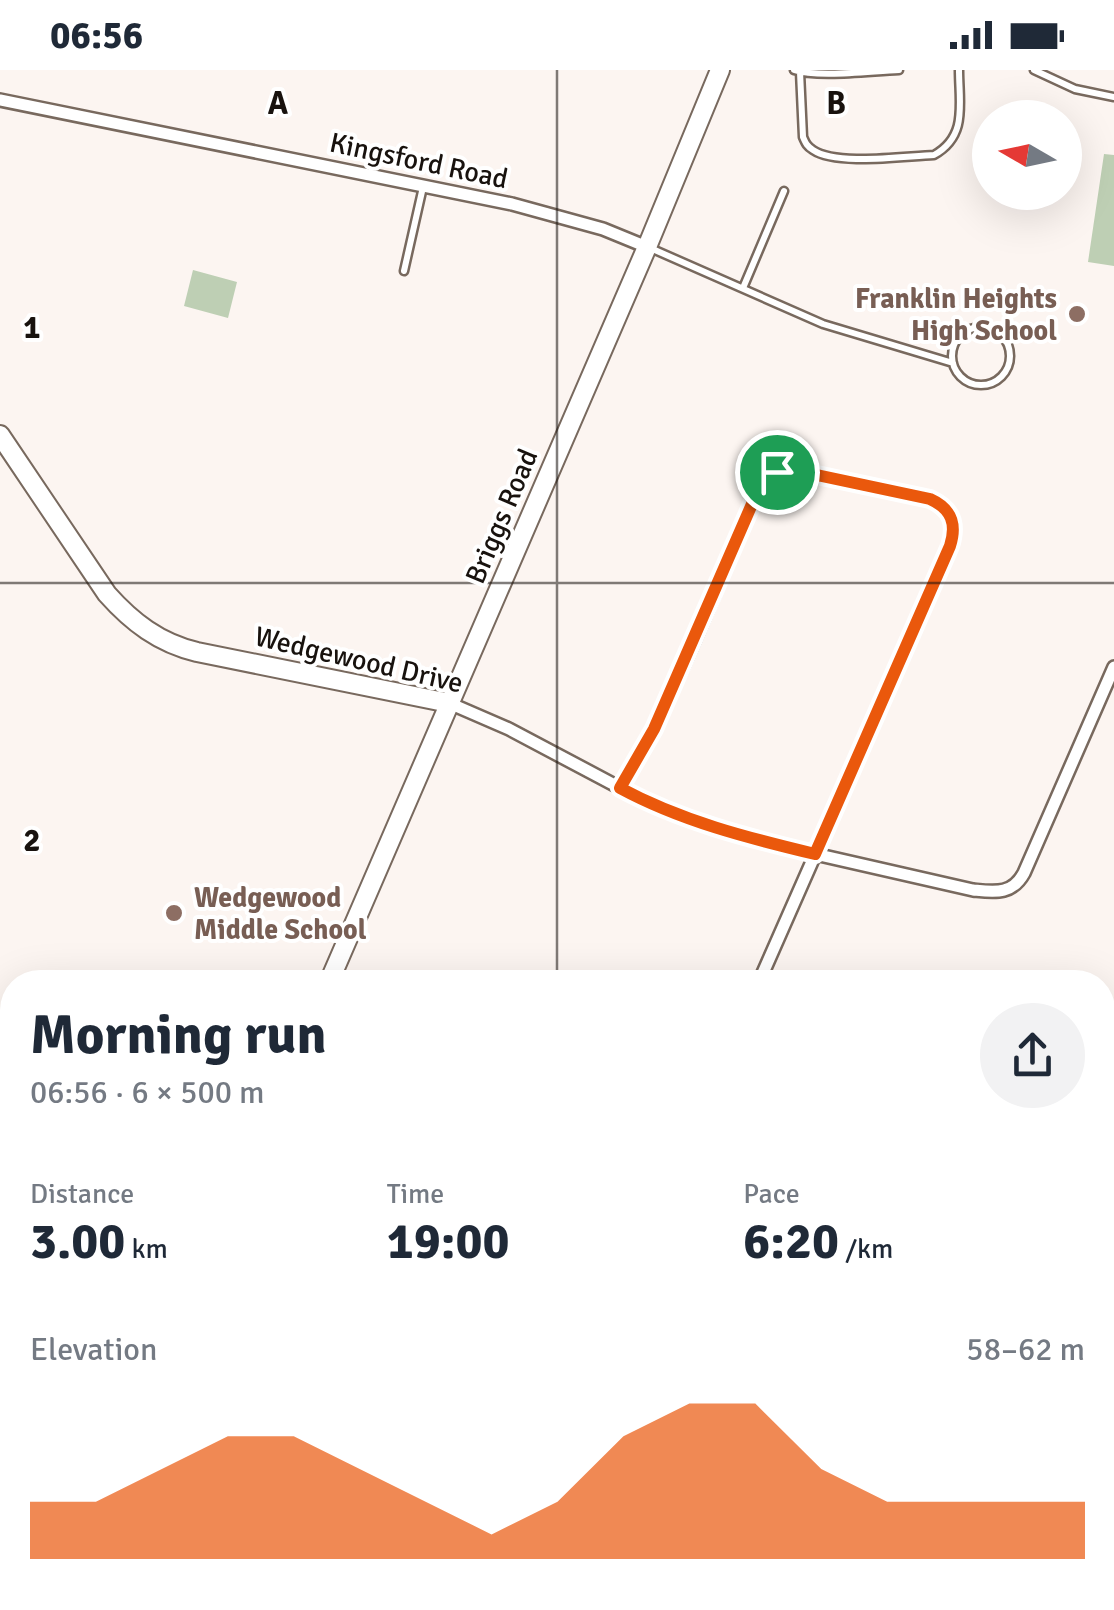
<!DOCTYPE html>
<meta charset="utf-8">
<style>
body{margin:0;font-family:Signika,sans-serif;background:#f2f2f3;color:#1f2937;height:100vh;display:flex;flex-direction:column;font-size:38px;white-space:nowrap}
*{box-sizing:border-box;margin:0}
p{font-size:32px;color:#747a83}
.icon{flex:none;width:55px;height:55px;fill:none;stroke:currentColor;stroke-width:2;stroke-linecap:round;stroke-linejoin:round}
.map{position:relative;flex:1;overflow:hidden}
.details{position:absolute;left:0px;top:900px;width:1115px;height:640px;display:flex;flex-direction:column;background:#fff;border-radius:40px 40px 0 0;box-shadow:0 10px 40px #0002}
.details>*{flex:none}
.needle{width:65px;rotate:279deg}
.controls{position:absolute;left:972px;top:30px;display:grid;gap:20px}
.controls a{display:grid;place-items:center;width:110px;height:110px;border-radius:50%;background:#fff;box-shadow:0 10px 40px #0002;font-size:50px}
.pin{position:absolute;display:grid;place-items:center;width:85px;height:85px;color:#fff;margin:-42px;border:5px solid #fff;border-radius:50%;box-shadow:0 2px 10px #0007}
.round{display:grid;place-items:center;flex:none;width:105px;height:105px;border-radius:52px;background:#f2f2f3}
.headline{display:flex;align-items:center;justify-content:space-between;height:170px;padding:0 30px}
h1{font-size:55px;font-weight:700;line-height:75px}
.stats{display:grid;grid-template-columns:repeat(3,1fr);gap:15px;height:170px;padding:10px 30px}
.stats div{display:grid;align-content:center}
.stats b{font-size:50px;font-weight:700}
.stats small{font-size:28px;font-weight:400}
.stats p{font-size:28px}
.chart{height:280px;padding:20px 30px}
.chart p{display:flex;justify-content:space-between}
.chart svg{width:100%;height:180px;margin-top:10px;fill:#ea580c;opacity:.7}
.status{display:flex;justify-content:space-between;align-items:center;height:70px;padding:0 50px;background:#fff;direction:ltr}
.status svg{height:28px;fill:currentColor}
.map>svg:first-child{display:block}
.green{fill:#becfb4}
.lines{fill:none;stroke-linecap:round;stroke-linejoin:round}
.lane-casing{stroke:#78695e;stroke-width:11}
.street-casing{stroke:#78695e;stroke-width:16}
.secondary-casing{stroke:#78695e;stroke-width:22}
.lane{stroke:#fff;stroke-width:6}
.street{stroke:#fff;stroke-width:11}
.secondary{stroke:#fff;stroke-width:18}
.route-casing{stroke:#fff;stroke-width:20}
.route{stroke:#ea580c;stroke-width:12}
.grid{fill:none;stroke:#18120e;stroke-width:2.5;stroke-opacity:0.55}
.education-dot{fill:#8d6e63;stroke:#fff;stroke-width:4}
.labels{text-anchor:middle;stroke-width:8;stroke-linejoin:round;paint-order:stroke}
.street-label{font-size:28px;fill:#18120e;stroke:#fff}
.education-label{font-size:28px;font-weight:bold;fill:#785e54;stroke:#fff;text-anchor:end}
.grid-label{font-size:32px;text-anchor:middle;font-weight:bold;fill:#18120e;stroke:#fff;stroke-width:8;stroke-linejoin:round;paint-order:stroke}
</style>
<div class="status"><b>06:56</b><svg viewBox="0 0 49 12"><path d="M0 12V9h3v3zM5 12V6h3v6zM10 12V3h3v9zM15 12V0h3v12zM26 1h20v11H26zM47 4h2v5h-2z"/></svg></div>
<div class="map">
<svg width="1114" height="1540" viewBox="0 0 1114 1540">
<rect width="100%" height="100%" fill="#fcf5f1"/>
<path class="green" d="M 1104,84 L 1114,85 L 1114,196 L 1088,192 Z
M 193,200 L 237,212 L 228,248 L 184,236 Z"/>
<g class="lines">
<g class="lane-casing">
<path id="lane" d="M 794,0 C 818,8 871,1 899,0
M 1034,0 L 1075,19 L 1114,27
M 800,2 L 803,67 C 806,74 807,76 813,80 C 836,96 905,86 934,85 C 968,66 959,34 959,0
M 648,177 L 823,254 L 953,293
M 404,201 L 423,117
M 743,218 L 784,121
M952 286a29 29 0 1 1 58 0a29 29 0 1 1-58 0Z"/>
</g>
<g class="street-casing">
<path id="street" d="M 0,30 L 512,134 L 603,159 L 647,177
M 449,633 L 509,659 L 641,729 L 717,759 L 815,784 L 973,820 C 995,822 1012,825 1024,803 L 1114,597
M 620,718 C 677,624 715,519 759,418 C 770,403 780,400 798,401 L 918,426 C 947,433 959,446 951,476 L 759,912
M 1102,1075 L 1114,1078
M 0,1091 L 12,1093
M 1102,1133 L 1114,1107
M 1102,1275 L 1114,1278
M 0,1328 L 12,1337
M 1102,1480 L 1114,1483
M 496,1528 L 544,1540
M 222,1540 L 227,1528
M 437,1540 L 442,1528
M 928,1540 L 933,1528"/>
</g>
<g class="secondary-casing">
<path id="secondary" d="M 0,365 L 107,524 C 132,552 159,573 197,582 L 449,633
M 329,912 L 647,177 L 720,0
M 0,1480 L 12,1445"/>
</g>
<use href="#lane" class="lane"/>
<use href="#street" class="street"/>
<use href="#secondary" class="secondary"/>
</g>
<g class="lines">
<g class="route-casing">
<path id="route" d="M 784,400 L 798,401 L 930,429 C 952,439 957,454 950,476 L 815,784 C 748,768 681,751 620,718 L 654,659 L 759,418 L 771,405 Z"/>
</g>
<use href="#route" class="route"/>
</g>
<path class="grid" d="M 557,0 L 557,912M 0,513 L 1114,513M 0,1027 L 12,1027M 1102,1027 L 1114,1027M 557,1528 L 557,1540"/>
<g class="education-dot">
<circle cx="1077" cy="244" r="10"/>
<circle cx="174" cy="843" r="10"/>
</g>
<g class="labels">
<g class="street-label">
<text transform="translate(419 90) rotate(12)" y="10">Kingsford Road</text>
<text transform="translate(501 446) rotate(-67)" y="10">Briggs Road</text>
<text transform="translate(359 589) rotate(13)" y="10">Wedgewood Drive</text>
</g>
<g class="education-label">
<text x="1057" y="238">Franklin Heights<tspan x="1057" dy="32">High School</tspan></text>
<text x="194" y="837" text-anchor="start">Wedgewood<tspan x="194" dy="32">Middle School</tspan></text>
</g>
</g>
<g class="grid-label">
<text x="278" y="44">A</text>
<text x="836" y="44">B</text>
<text x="32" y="268">1</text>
<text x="32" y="781">2</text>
</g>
</svg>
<div class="controls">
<a><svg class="needle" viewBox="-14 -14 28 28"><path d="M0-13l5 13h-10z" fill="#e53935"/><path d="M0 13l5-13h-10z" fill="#747a83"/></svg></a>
</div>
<div class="pin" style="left:777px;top:402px;background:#1e9e55"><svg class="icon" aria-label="arrive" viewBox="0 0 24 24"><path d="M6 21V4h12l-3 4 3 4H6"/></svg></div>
<section class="details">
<div class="headline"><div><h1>Morning run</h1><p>06:56 · 6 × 500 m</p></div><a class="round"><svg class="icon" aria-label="share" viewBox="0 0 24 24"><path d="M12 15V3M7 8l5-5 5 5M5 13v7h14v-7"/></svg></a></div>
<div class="stats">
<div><p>Distance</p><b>3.00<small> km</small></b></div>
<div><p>Time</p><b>19:00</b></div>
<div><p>Pace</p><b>6:20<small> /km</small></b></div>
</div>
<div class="chart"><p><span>Elevation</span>58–62 m</p>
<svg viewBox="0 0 160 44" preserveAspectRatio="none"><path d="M0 44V30L10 30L20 22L30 14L40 14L50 22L60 30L70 38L80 30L90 14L100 6L110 6L120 22L130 30L140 30L150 30L160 30V44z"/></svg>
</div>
</section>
</div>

● ● ● ●

Emit only the final stretch of the records: the line containing "<div><p>Distance</p><b>3.00<small> km</small></b></div>" through the end, each line exactly as it stands.

[Solution]
<div><p>Distance</p><b>3.00<small> km</small></b></div>
<div><p>Time</p><b>19:00</b></div>
<div><p>Pace</p><b>6:20<small> /km</small></b></div>
</div>
<div class="chart"><p><span>Elevation</span>58–62 m</p>
<svg viewBox="0 0 160 44" preserveAspectRatio="none"><path d="M0 44V30L10 30L20 22L30 14L40 14L50 22L60 30L70 38L80 30L90 14L100 6L110 6L120 22L130 30L140 30L150 30L160 30V44z"/></svg>
</div>
</section>
</div>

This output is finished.